Esta decisión se enmarca dentro de la continua persecución judicial que sufren los campesinos, dirigentes indígenas y defensores de la naturaleza que luchan contra la minería, una de las formas más agresivas de saqueo y despojo capitalista en el mundo.
Los campesinos criminalizados son líderes en la lucha contra la empresa transnacional Curimining S.A., que opera en la zona desde el 2006 sin consultar a las comunidades afectadas.
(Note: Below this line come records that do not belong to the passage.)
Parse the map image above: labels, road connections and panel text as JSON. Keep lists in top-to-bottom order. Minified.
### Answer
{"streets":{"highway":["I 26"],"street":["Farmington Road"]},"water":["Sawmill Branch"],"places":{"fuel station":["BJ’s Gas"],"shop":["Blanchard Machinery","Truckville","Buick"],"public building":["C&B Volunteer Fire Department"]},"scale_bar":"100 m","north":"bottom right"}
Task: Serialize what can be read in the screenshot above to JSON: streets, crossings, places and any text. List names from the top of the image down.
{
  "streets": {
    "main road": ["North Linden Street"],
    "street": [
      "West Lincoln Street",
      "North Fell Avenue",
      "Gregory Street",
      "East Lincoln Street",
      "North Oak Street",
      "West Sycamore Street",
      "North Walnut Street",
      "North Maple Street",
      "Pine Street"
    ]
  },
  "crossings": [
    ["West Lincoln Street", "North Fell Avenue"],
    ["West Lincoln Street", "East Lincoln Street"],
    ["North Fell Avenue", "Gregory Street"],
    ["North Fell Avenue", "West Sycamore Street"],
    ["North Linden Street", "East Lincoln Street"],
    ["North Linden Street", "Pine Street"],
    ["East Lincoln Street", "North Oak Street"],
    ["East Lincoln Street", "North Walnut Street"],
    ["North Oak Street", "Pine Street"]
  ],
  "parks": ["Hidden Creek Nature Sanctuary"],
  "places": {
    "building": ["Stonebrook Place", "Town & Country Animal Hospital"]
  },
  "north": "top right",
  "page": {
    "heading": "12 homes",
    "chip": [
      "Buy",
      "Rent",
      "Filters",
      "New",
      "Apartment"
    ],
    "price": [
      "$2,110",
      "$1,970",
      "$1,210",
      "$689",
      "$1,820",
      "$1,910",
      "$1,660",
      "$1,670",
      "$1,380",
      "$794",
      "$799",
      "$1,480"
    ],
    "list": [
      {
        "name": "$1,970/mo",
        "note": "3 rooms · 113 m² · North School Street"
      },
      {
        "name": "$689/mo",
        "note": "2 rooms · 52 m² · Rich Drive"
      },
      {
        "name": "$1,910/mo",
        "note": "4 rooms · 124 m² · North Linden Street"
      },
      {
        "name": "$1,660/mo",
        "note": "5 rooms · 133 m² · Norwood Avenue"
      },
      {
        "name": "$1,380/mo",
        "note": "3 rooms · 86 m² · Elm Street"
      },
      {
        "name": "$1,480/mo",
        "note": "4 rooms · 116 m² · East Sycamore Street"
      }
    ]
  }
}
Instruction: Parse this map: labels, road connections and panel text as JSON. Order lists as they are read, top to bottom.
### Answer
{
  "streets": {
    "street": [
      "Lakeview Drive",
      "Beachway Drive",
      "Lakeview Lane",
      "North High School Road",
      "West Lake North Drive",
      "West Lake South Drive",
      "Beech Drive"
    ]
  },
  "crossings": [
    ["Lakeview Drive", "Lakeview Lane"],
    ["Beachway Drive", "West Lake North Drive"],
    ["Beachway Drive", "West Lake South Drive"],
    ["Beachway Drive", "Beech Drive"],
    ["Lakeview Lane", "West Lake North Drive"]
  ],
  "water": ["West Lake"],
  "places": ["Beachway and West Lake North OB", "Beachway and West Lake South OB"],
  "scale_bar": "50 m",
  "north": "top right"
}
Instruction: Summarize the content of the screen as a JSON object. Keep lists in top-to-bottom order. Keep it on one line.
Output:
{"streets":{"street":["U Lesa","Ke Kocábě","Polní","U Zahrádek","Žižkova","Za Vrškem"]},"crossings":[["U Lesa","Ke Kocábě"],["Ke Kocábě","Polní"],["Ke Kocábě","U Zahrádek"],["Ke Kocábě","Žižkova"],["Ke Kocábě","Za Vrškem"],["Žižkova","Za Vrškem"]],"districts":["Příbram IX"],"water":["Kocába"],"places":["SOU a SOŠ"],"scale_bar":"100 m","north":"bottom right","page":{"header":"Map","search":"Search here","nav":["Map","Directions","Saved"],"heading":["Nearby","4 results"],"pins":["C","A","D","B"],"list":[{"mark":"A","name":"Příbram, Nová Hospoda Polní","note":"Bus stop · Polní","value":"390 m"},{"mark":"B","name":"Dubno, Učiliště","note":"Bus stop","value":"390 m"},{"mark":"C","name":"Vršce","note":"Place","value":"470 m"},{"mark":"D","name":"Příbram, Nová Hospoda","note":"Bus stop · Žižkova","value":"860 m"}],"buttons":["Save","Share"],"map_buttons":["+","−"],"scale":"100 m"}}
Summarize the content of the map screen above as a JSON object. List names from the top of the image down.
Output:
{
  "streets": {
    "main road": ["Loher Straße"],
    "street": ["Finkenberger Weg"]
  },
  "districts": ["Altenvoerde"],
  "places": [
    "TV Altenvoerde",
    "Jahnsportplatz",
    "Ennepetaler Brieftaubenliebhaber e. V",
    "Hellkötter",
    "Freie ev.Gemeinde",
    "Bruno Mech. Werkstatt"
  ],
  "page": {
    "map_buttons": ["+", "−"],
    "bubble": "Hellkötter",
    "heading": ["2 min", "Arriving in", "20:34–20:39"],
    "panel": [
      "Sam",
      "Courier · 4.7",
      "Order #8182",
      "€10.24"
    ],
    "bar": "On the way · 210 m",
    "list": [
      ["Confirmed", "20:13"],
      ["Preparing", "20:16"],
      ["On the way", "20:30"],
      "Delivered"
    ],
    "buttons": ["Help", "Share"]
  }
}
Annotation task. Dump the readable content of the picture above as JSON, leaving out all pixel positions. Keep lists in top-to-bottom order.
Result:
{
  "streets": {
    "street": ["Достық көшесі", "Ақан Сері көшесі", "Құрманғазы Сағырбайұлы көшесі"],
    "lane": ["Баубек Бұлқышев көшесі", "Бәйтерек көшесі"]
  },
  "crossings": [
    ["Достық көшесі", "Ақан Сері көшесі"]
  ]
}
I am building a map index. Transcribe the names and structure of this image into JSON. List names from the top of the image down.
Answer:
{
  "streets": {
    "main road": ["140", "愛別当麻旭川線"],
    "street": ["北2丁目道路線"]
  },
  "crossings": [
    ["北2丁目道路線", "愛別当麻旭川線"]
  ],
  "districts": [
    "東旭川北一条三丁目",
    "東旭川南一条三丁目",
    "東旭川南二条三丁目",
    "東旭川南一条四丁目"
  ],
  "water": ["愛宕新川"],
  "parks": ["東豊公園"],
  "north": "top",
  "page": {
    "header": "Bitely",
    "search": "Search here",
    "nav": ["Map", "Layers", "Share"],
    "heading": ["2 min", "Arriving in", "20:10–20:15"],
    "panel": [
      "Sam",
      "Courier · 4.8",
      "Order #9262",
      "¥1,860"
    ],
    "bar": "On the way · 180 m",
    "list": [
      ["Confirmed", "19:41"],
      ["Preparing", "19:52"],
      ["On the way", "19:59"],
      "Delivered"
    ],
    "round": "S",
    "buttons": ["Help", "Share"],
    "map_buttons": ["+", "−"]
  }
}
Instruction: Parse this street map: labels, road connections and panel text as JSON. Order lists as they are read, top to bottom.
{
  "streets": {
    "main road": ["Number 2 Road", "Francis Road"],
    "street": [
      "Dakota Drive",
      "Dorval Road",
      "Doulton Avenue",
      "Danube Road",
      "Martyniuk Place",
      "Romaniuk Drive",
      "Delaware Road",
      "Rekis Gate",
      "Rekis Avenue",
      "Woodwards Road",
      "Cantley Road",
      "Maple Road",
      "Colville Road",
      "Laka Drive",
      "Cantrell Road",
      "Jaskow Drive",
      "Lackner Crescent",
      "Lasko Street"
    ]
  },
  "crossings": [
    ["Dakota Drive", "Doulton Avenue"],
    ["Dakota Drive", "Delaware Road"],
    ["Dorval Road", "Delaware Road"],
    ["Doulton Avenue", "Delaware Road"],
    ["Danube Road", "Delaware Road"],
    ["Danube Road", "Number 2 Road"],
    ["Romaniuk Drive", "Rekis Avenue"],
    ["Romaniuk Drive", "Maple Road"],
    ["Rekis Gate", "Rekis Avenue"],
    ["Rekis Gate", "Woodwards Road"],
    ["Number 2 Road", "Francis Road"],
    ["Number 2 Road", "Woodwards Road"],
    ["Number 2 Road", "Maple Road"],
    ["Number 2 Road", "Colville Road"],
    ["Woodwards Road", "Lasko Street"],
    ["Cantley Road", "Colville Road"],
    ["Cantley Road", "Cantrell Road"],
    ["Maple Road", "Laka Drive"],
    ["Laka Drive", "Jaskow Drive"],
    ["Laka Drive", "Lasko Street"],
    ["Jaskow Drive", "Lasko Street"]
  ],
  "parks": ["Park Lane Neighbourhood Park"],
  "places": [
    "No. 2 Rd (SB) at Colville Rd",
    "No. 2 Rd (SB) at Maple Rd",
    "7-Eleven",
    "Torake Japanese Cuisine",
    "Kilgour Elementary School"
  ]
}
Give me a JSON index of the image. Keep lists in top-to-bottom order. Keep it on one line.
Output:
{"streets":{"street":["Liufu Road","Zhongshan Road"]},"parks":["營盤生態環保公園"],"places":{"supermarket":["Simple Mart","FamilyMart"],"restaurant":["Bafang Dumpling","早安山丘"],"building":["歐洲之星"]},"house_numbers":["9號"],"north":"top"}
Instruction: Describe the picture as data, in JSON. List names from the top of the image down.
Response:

La compañía está detrás del megaproyecto minero Curipamba, que ocupa 490,000 hectáreas en las provincias de Bolívar y Los Ríos.
Durante años, la comunidad ha denunciado agresiones, amenazas y criminalización por parte de la empresa, que busca imponer su proyecto a pesar de la masiva oposición de los pobladores, que se dedican fundamentalmemte a la agricultura y a la ganadería, en una tierra bendecida por su fertilidad.
Este nuevo golpe judicial contra los defensores del agua llega después de la sentencia a 6 campesinos de Las Naves, quienes fueron condenados en marzo del 2024 a tres años de prisión por "asociación ilícita", por injerencia de la misma empresa, cuyos abogados los comparten con la transnacional minera canadiense Ático Mining, que en la provincia vecina de Cotopaxi, ha criminalizado, a más de 70 campesinos como "terroristas".
Esta nueva sentencia forma parte de un patrón de persecusión contra quienes se oponen a la explotación minera en el Ecuador, un conflicto que se ha intensificado por la agresiva política minera impuesta por los últimos gobiernos de turno, entre ellos, el Gobierno de Noboa, que está vinculado a Adventus Mining, a través de acciones de inversión del grupo económico NOBIS.
Rechazamos rotundamente la persecución y criminalización desplegada contra quienes defendemos el agua, la vida, el territorio y los bienes comunes en Ecuador. Estamos con ustedes compañeros de la provincia de Bolívar, la justicia se hará llegar a los verdaderos criminales que están destruyendo el tejido social y a la naturaleza. Defender la via no es un delito.